The release of information to the investing public used to be fraught with peril, because legislation dating from the 1930s allowed investors to initiate class action lawsuits whenever a company’s stock price dropped, due to alleged malfeasance by the company. In the face of the potentially massive awards arising from these lawsuits, companies were inclined not to reveal any information beyond those items required by law. The situation changed when new, protective legislation was passed in 1995.
The Private Securities Litigation Reform Act (PSLRA) was that new law. The objective of the lawmakers who created the PSLRA was to reduce the routine filing of lawsuits against public companies whenever there was a significant change in their stock price.
The PSLRA requires that plaintiffs identify three items in their filed complaints, which are as follows:
- Each company statement alleged to have been misleading, the reasons why the statement is misleading, and all facts on which that belief is formed.
- Itemize the facts giving rise to a strong inference that the defendant knew the challenged statement was false at the time it was made, or was reckless in not recognizing that the statement was false.

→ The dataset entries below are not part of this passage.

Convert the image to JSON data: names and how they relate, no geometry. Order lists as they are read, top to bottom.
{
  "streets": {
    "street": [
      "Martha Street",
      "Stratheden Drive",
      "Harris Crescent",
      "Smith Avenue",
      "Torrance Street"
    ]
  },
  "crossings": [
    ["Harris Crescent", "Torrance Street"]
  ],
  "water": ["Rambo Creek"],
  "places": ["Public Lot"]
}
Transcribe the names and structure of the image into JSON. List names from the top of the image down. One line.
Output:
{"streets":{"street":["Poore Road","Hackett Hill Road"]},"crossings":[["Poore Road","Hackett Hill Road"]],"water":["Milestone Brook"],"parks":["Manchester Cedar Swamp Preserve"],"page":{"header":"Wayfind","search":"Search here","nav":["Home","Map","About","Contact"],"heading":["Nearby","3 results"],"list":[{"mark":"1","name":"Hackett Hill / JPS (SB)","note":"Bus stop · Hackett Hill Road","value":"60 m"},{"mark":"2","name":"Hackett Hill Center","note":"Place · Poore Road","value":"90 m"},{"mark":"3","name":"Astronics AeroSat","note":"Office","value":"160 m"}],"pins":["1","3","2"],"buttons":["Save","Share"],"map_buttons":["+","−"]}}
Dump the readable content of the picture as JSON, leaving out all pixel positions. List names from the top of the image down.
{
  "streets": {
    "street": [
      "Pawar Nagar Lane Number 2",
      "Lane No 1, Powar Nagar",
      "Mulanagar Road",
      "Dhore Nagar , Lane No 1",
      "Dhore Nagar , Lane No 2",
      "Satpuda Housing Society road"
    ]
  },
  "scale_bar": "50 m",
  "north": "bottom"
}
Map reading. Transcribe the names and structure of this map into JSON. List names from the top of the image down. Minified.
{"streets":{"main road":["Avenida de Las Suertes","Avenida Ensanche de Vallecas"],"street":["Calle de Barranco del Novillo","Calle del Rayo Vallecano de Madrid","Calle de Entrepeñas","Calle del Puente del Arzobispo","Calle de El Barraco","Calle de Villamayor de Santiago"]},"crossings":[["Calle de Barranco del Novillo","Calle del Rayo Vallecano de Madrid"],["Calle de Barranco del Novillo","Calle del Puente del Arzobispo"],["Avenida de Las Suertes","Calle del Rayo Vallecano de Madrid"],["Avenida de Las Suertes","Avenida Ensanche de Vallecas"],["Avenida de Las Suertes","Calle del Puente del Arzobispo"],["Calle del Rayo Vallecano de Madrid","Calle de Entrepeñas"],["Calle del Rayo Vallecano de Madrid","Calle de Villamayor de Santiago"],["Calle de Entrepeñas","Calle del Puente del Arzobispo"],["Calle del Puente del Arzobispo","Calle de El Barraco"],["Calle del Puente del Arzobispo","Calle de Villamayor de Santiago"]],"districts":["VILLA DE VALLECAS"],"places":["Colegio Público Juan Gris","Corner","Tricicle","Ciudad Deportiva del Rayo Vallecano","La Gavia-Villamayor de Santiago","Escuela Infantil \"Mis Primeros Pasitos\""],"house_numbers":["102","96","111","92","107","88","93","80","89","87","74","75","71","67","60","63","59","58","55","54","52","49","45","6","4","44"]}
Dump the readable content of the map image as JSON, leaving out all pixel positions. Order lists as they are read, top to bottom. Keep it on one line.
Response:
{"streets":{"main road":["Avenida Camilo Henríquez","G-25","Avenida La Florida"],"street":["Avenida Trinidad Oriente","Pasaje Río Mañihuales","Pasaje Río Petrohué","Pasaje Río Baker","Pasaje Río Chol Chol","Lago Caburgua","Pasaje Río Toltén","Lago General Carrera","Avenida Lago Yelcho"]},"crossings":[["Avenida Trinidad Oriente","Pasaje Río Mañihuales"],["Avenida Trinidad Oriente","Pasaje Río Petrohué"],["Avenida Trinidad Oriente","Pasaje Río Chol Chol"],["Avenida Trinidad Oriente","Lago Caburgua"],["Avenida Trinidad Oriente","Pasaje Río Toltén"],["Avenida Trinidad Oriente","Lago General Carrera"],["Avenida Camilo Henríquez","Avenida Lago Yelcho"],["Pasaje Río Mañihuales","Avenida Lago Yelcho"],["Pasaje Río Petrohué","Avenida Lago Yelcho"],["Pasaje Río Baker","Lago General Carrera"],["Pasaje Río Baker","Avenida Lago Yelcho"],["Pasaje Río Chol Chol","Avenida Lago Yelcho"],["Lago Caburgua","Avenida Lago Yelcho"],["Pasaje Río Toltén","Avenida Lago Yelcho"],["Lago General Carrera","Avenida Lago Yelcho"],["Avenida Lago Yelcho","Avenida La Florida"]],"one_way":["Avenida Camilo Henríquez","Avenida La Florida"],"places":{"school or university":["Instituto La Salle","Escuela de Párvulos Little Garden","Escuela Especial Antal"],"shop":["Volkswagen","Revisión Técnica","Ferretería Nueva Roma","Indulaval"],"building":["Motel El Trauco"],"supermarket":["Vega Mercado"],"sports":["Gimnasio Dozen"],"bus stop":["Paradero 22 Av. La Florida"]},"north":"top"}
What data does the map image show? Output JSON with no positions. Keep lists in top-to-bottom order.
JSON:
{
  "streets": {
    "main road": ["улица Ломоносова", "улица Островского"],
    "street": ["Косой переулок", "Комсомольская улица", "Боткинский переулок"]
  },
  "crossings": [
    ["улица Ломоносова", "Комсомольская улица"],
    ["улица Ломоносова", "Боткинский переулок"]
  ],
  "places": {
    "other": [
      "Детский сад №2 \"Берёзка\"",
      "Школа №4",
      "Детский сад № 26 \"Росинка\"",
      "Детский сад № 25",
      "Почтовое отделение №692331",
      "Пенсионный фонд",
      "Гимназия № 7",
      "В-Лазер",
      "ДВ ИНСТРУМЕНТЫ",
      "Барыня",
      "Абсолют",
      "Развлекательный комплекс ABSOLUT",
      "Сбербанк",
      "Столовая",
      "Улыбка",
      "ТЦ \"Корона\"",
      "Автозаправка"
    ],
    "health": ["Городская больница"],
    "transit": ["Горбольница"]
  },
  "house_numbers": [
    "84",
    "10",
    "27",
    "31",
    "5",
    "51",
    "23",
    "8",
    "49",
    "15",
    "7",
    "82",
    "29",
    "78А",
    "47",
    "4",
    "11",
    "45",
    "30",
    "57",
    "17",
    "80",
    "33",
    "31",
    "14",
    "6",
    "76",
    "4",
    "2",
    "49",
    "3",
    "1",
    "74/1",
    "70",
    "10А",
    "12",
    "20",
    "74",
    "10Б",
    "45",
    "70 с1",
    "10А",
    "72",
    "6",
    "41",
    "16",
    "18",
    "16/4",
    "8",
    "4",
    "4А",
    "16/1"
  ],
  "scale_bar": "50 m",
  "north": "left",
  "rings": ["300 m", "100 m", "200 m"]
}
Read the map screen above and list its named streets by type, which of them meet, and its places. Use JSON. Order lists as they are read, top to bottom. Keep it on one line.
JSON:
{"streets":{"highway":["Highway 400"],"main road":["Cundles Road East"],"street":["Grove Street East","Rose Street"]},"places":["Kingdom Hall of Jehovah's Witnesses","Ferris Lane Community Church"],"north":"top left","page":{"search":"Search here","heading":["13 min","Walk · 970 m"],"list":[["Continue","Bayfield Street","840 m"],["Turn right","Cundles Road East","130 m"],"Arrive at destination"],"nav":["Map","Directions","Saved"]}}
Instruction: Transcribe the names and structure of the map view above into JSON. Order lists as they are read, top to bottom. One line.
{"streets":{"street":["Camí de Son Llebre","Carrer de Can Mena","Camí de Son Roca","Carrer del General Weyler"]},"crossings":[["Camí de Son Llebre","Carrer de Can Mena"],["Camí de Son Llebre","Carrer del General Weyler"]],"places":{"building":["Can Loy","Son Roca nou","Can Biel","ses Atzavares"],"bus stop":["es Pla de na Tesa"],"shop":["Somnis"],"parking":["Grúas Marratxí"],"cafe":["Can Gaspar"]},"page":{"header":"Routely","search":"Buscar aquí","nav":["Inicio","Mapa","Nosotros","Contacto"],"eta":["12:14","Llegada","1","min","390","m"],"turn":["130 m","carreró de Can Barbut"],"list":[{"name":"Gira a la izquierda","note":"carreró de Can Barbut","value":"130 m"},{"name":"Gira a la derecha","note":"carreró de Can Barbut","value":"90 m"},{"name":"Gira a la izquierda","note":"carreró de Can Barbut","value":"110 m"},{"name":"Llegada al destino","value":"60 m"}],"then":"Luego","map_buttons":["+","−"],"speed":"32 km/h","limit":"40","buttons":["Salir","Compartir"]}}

- Prove that the defendant’s acts or omissions have caused the plaintiff’s loss.
These three requirements force plaintiffs to present a stronger up-front case, which defense attorneys have a better chance of arguing against in obtaining a dismissal of the case. Further, the PSLRA requires the court to dismiss the complaint if the first two requirements are not met.
The key protective aspect of the PSLRA is Section 102, “Safe Harbor for Forward-Looking Statements.” Section 102 provides companies with a safe harbor from liability for forward-looking statements to the extent that such statements are identified as forward-looking statements, and are accompanied by “meaningful cautionary statements identifying important factors that could cause actual results to differ materially from those in the forward-looking statement.” Further, if a company wishes to obtain protection for an oral statement under the provisions of the PSLRA, then it must include in the oral statement a “statement that additional information concerning factors that could cause actual results to differ materially from those in the forward-looking statement is contained in a readily available written document” (such as a document filed with the SEC), and that “the information contained in that written document is a cautionary document.” However, a company making such statements will still be liable if the plaintiff can prove that the written or oral statements were made with actual knowledge that the information being provided was false or misleading.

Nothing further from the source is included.